Esta curiosidad por averiguar dónde se esconde en una obra cada momento visto o escuchado, por pretender realizar una especie de radiografía que consiga localizar entre las rayas y los colores las caras, las risas y los llantos con que se van tejiendo nuestras vidas, se agudiza frente a los originales y sugestivos trabajos de Diana Chorne.
El collage, esa desordenada caminata entre pedazos de cosas, puntillas, números, letras, restos de plátanos y pinceladas, parece una hoja arrancada de un cuaderno de notas de la artista, una suerte de taquigrafía en clave de sus conclusiones sobre las tristezas o los ardores propios y ajenos. Más taquigráficas todavía son sus escrituras o parlamentos, como el malón de peces o esas misteriosas sucesiones en blanco y negro de gente retorcida, de elefantes, de guitarras y de bichos desconocidos que se resignan a deformarse y a descuartizarse en silencio para poder expresar una desavenencia o, quizá, el atisbo de una armonía que nunca les llega.

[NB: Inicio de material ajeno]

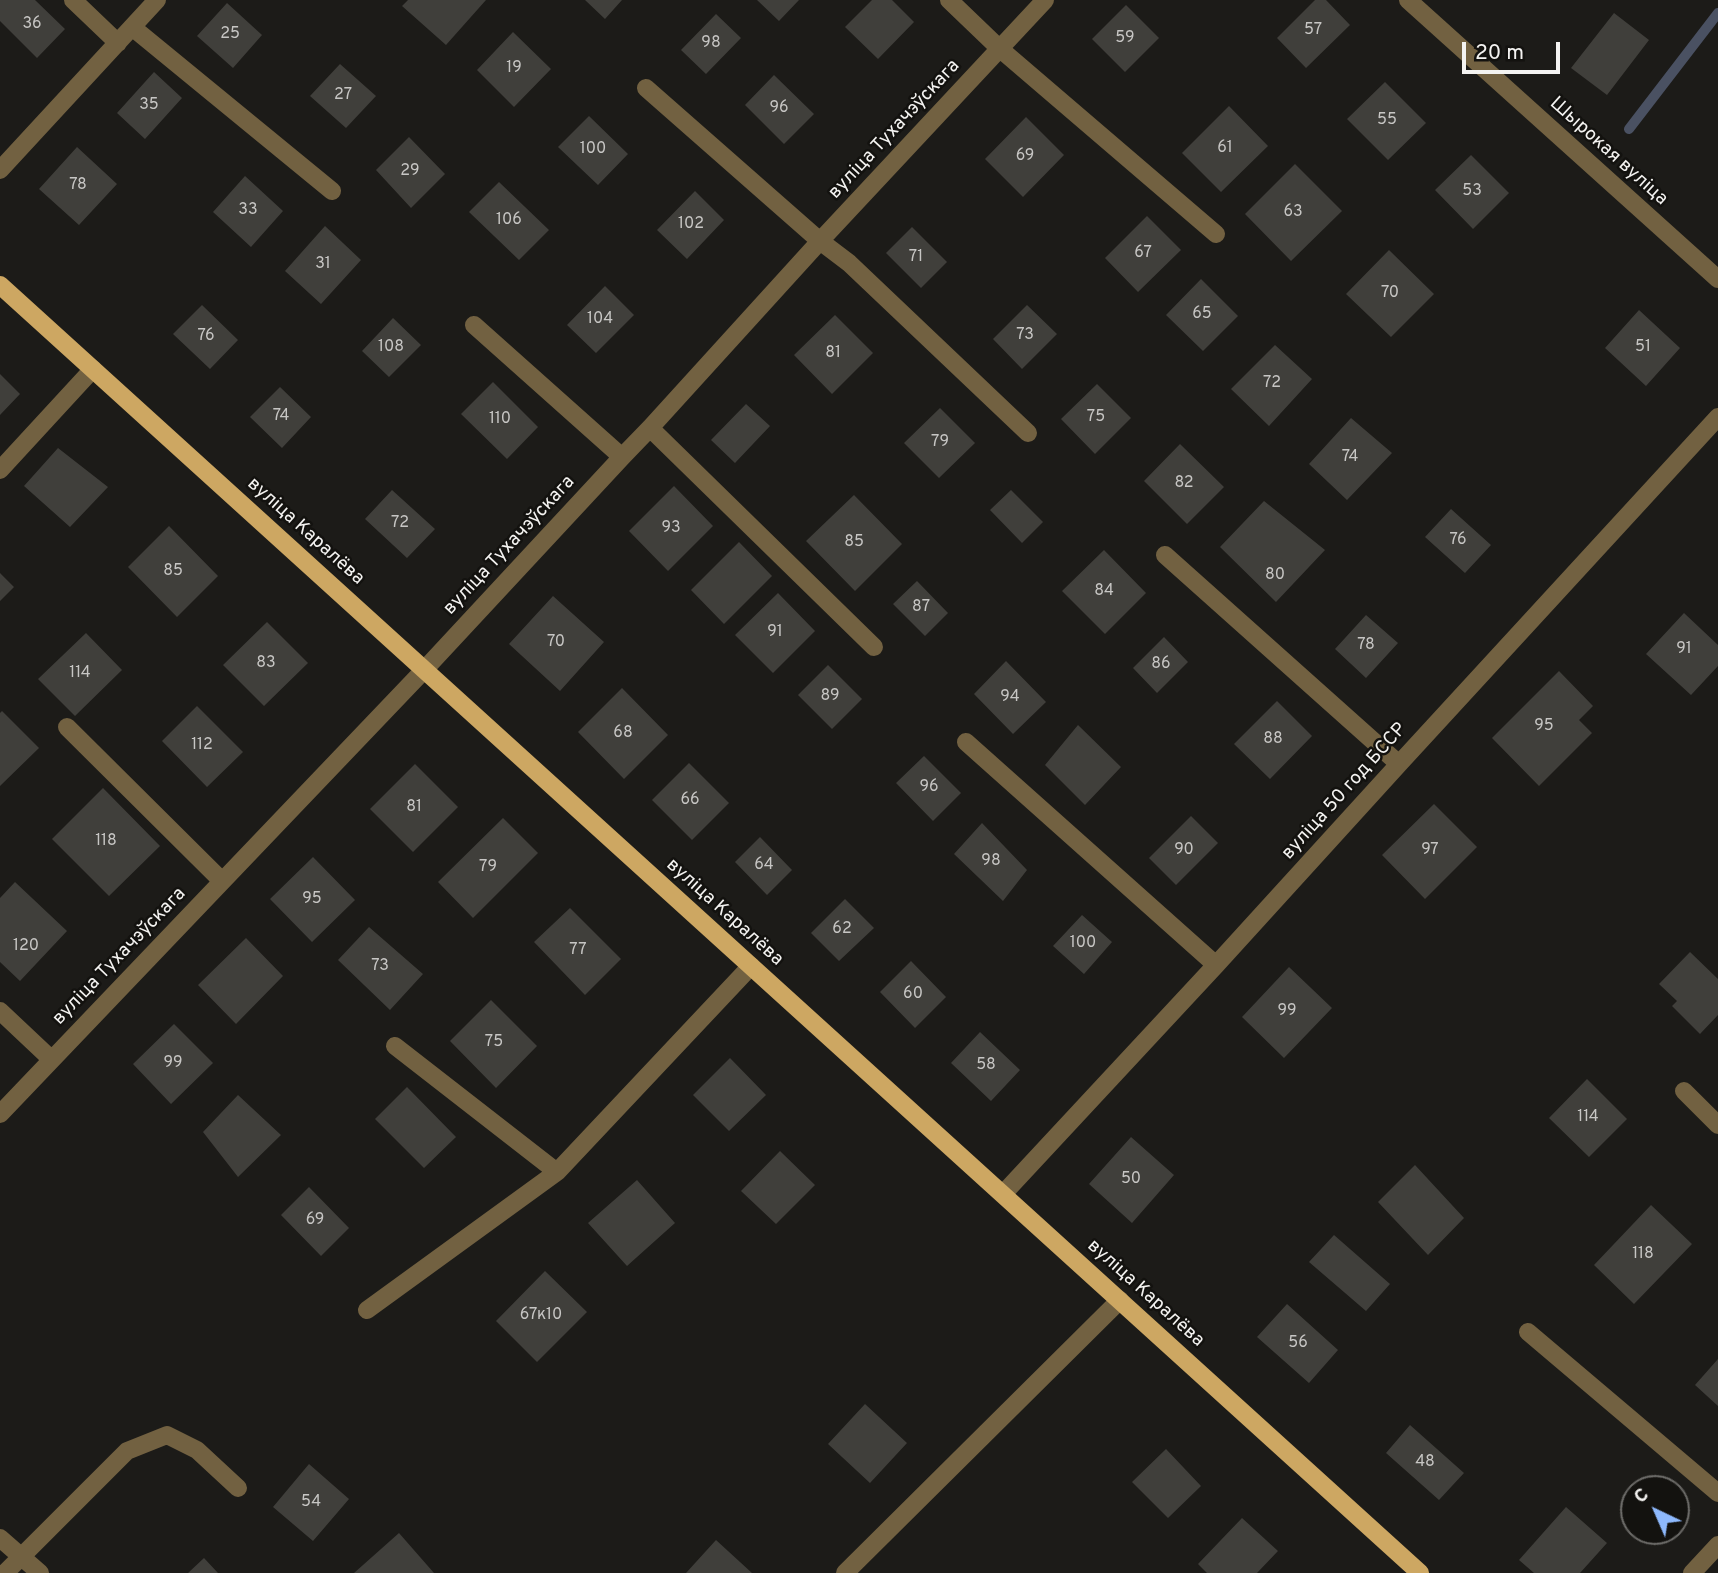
<!DOCTYPE html>
<meta charset="utf-8">
<style>
body{margin:0}
#map{position:relative;width:1718px;height:1573px;overflow:hidden;background:#1c1b18;font-family:Overpass,sans-serif}
canvas{display:block}
.north{position:absolute;left:1620px;top:1475px;width:70px;height:70px;box-sizing:border-box;background:#13120f;border:2px solid #6d6c69;border-radius:50%;rotate:316deg;font-size:19px;font-weight:700;line-height:28px;text-align:center;color:#f4f3f1}
.north::after{content:'';display:block;margin:auto;width:24px;height:32px;background:#8eb9fd;clip-path:polygon(50% 0,100% 100%,50% 72%,0 100%)}
.scale{position:absolute;left:1462px;top:42px;width:98px;height:32px;box-sizing:border-box;border:4px solid #f4f3f1;border-top:0;padding-left:9px;font-size:21px;line-height:24px;white-space:nowrap;color:#f4f3f1;-webkit-text-stroke:5px #13120f;paint-order:stroke}
</style>
<div id="map">
<canvas width="1718" height="1573"></canvas>
<div class="north">С</div>
<div class="scale">20 m</div>
</div>
<script>
const g = document.querySelector('canvas').getContext('2d');
g.lineJoin = 'round';
const poly = rows => new Path2D(rows.map(r => 'M' + r).join(''));
function strokePath(path, color, width, dash) { g.strokeStyle = color; g.lineWidth = width; g.lineCap = dash ? 'butt' : 'round'; g.setLineDash(dash || []); g.stroke(path); }
function fillPath(path, color) { g.fillStyle = color; g.fill(path, 'evenodd'); }
function write(font, color, halo, rows, align = 'center') {
  g.font = font + ' Overpass,sans-serif'; g.lineWidth = 5; g.setLineDash([]); g.textBaseline = 'middle'; g.strokeStyle = halo; g.fillStyle = color; for (const [text, x, y, turn = 0] of rows) {
    g.save(); g.translate(x, y); g.rotate((+turn || 0) * Math.PI / 180); g.textAlign = isNaN(turn) ? turn : align; if (halo) g.strokeText(text, 0, 0); g.fillText(text, 0, 0); g.restore();
  }
}
const stream = poly([
 [1629,129,1718,13]
]);
const building = poly([
 [0,0,35,0,65,29,37,58,0,21],
 [408,0,486,0,446,45,402,6],
 [585,0,622,0,605,19],
 [757,0,799,0,779,21],
 [872,0,892,0,914,22,878,59,845,27],
 [1315,0,1326,0,1350,25,1306,68,1277,38],
 [227,3,262,35,233,68,197,36],
 [1126,5,1159,38,1125,72,1092,39],
 [1614,13,1649,40,1607,95,1571,68],
 [716,14,741,38,706,74,681,50],
 [513,32,551,69,514,107,477,70],
 [340,64,376,96,346,128,310,96],
 [154,72,182,98,145,139,117,113],
 [774,75,814,114,784,144,745,105],
 [1385,82,1426,123,1388,160,1347,119],
 [1229,106,1268,146,1221,192,1182,153],
 [589,116,628,154,598,185,558,147],
 [1026,117,1064,155,1023,197,985,159],
 [409,137,445,174,411,208,376,170],
 [77,147,117,184,79,225,39,189],
 [1471,155,1509,193,1473,229,1435,190],
 [1295,164,1342,211,1291,261,1245,214],
 [245,176,283,211,251,247,213,212],
 [499,182,549,230,519,260,469,212],
 [695,191,724,220,687,259,657,230],
 [1147,216,1181,250,1138,292,1105,258],
 [325,226,361,260,321,304,285,271],
 [912,227,947,262,921,288,886,253],
 [1389,250,1434,294,1391,337,1346,294],
 [1201,279,1238,316,1203,351,1166,315],
 [605,286,634,315,596,353,567,325],
 [202,305,238,340,210,369,173,334],
 [1027,305,1057,334,1022,369,993,339],
 [1639,310,1680,348,1646,386,1605,348],
 [835,315,873,353,832,394,794,355],
 [393,318,421,345,389,377,362,351],
 [1275,345,1312,379,1269,426,1231,389],
 [0,374,20,394,0,415],
 [493,382,538,427,507,459,461,414],
 [1097,384,1131,418,1095,454,1061,419],
 [280,387,311,417,282,448,250,417],
 [746,404,770,426,735,463,711,440],
 [940,408,975,443,939,478,904,443],
 [1351,418,1392,453,1347,500,1309,464],
 [1180,444,1224,487,1187,524,1144,481],
 [58,448,108,487,70,527,24,486],
 [674,486,713,526,668,571,629,531],
 [392,490,435,529,407,558,365,519],
 [1011,490,1043,522,1022,543,990,510],
 [854,495,902,544,855,591,806,541],
 [1264,501,1325,550,1276,602,1220,547],
 [1451,509,1491,545,1465,573,1425,537],
 [169,526,218,576,177,617,128,567],
 [739,542,772,576,724,624,691,590],
 [1104,550,1146,593,1105,634,1062,591],
 [0,573,14,587,0,601],
 [917,581,948,613,925,636,893,604],
 [778,593,815,631,773,673,735,635],
 [553,596,604,642,560,691,509,644],
 [1684,613,1718,645,1718,666,1691,695,1646,654],
 [1366,615,1398,643,1366,678,1335,649],
 [267,622,308,663,264,706,223,665],
 [86,633,122,670,75,716,38,679],
 [1164,637,1188,662,1157,693,1133,668],
 [1006,661,1046,702,1013,734,974,694],
 [828,665,862,699,832,729,798,695],
 [1559,671,1593,706,1579,720,1592,733,1539,786,1492,738],
 [622,688,668,735,624,779,578,732],
 [1277,701,1312,736,1270,779,1234,744],
 [197,706,243,752,207,787,162,741],
 [2,711,39,748,0,786,0,713],
 [1078,725,1121,767,1085,805,1045,765],
 [924,756,961,793,933,821,896,783],
 [689,763,729,803,692,840,652,800],
 [415,764,458,807,413,852,370,809],
 [103,788,160,846,109,896,52,839],
 [1434,804,1477,847,1425,899,1382,855],
 [1191,816,1218,843,1176,885,1149,858],
 [503,818,538,853,473,918,438,882],
 [982,823,1027,870,1003,901,954,854],
 [760,837,792,870,767,895,735,862],
 [313,857,355,900,312,942,270,899],
 [15,882,67,931,20,981,0,962,0,898],
 [845,899,874,928,839,961,811,933],
 [570,908,621,959,585,995,534,942],
 [1082,915,1112,942,1084,974,1053,946],
 [369,927,423,974,390,1010,338,960],
 [246,938,283,976,236,1024,198,985],
 [1690,952,1718,979,1718,1015,1700,1034,1672,1006,1677,1001,1659,984],
 [911,961,946,997,915,1028,880,992],
 [1289,967,1332,1008,1284,1058,1242,1017],
 [491,1000,537,1046,496,1088,450,1041],
 [174,1024,213,1063,171,1104,133,1064],
 [980,1032,1020,1070,991,1101,951,1063],
 [730,1058,766,1095,729,1131,693,1095],
 [1587,1079,1627,1119,1589,1157,1549,1118],
 [407,1087,456,1137,424,1168,375,1119],
 [238,1095,281,1135,238,1177,203,1132],
 [1131,1137,1174,1175,1132,1223,1089,1184],
 [780,1151,815,1185,776,1224,741,1191],
 [1415,1165,1464,1218,1428,1255,1378,1202],
 [637,1180,675,1223,627,1266,588,1223],
 [309,1187,349,1228,321,1256,281,1215],
 [1651,1205,1692,1244,1634,1304,1594,1265],
 [1334,1235,1390,1284,1366,1311,1309,1262],
 [545,1271,587,1312,537,1362,496,1321],
 [1287,1304,1338,1350,1309,1383,1257,1337],
 [1718,1359,1718,1406,1695,1385],
 [865,1404,907,1443,870,1483,828,1444],
 [1410,1425,1464,1473,1439,1500,1386,1453],
 [1166,1449,1201,1486,1168,1518,1132,1482],
 [309,1464,349,1499,313,1541,273,1507],
 [1566,1507,1607,1543,1580,1573,1534,1573,1519,1560],
 [1242,1518,1278,1551,1257,1573,1207,1573,1198,1564],
 [399,1533,434,1573,354,1573],
 [716,1540,752,1573,686,1573],
 [204,1558,218,1573,188,1573]
]);
const minor = poly([
 [73,0,118,43],
 [949,0,999,48,1216,234],
 [1408,0,1718,279],
 [132,27,332,191],
 [646,88,820,241,849,263,1028,433],
 [0,170,157,0],
 [474,325,622,457],
 [650,428,874,647],
 [0,470,93,369],
 [1165,555,1399,764],
 [67,727,222,881],
 [966,742,1216,965],
 [0,1011,51,1059],
 [395,1046,557,1172,751,966],
 [1684,1091,1718,1125],
 [0,1114,425,669,622,457,650,428,820,241,1045,0],
 [1003,1194,1216,965,1399,764,1718,417],
 [367,1310,557,1172],
 [1528,1332,1718,1493],
 [0,1538,40,1573],
 [5,1573,127,1451,167,1435,197,1450,238,1488],
 [845,1573,1120,1300],
 [1692,1573,1718,1545]
]);
const major = poly([
 [0,285,1420,1573]
]);
const numberNames = [
 ["36",32,25],
 ["57",1313,31],
 ["25",230,35],
 ["59",1125,39],
 ["98",711,44],
 ["19",514,69],
 ["27",343,96],
 ["35",149,106],
 ["96",779,109],
 ["55",1387,121],
 ["61",1225,149],
 ["100",593,150],
 ["69",1025,157],
 ["29",410,172],
 ["78",78,186],
 ["53",1472,192],
 ["33",248,211],
 ["63",1293,213],
 ["106",509,221],
 ["102",691,225],
 ["67",1143,254],
 ["71",916,258],
 ["31",323,265],
 ["70",1390,294],
 ["65",1202,315],
 ["104",600,320],
 ["73",1025,336],
 ["76",206,337],
 ["108",391,348],
 ["51",1643,348],
 ["81",833,354],
 ["72",1272,384],
 ["74",281,417],
 ["75",1096,418],
 ["110",500,420],
 ["79",940,443],
 ["74",1350,458],
 ["82",1184,484],
 ["72",400,524],
 ["93",671,529],
 ["76",1458,541],
 ["85",854,543],
 ["85",173,572],
 ["80",1275,576],
 ["84",1104,592],
 ["87",921,608],
 ["91",775,633],
 ["70",556,643],
 ["78",1366,646],
 ["91",1684,650],
 ["83",266,664],
 ["86",1161,665],
 ["114",80,674],
 ["89",830,697],
 ["94",1010,698],
 ["95",1544,727],
 ["68",623,734],
 ["88",1273,740],
 ["112",202,746],
 ["96",929,788],
 ["66",690,801],
 ["81",414,808],
 ["118",106,842],
 ["90",1184,851],
 ["97",1430,851],
 ["98",991,862],
 ["64",764,866],
 ["79",488,868],
 ["95",312,900],
 ["62",842,930],
 ["100",1083,944],
 ["120",26,947],
 ["77",578,951],
 ["73",380,967],
 ["60",913,995],
 ["99",1287,1012],
 ["75",494,1043],
 ["99",173,1064],
 ["58",986,1066],
 ["114",1588,1118],
 ["50",1131,1180],
 ["69",315,1221],
 ["118",1643,1255],
 ["67к10",541,1316],
 ["56",1298,1344],
 ["48",1425,1463],
 ["54",311,1503]
];
const streetNames = [
 ["вуліца Тухачэўскага",895,130,-47],
 ["Шырокая вуліца",1608,152,42],
 ["вуліца Каралёва",305,532,42],
 ["вуліца Тухачэўскага",510,546,-47],
 ["вуліца 50 год БССР",1345,792,-48],
 ["вуліца Каралёва",724,913,42],
 ["вуліца Тухачэўскага",120,957,-46],
 ["вуліца Каралёва",1145,1294,42]
];
strokePath(stream, '#4a5162', 10);
fillPath(building, '#403f3b');
strokePath(minor, '#726141', 18);
strokePath(major, '#cda762', 18);
write('16px', '#c7c6c4', null, numberNames);
write('19px', '#f4f3f1', '#13120f', streetNames);
</script>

En la misma línea, otra veta ciertamente destacable en la obra de Chorne es su serie de personajes estilizados, verdaderos Giacomettis redivivos y actuales, muñecos algunas veces sin brazos ni piernas, con el torso que empieza bajo la cabeza y se extiende hasta la base. Gente que sólo parece destinada a pensar y a mirar, impedida de abrazar, resignada.
Un párrafo aparte merece su balde de dos banderas: la que está pintada en el balde y la de la cinta en el brazo que sale del cemento (o que ha sido enterrado en el cemento). Esta pieza, que fuera expuesta en la muestra organizada recientemente por el MAR en el Recoleta, es una fuerte y lograda representación de un país que sigue cantando “oíd el ruido de rotas cadenas, ved en trono a la noble igualdad”.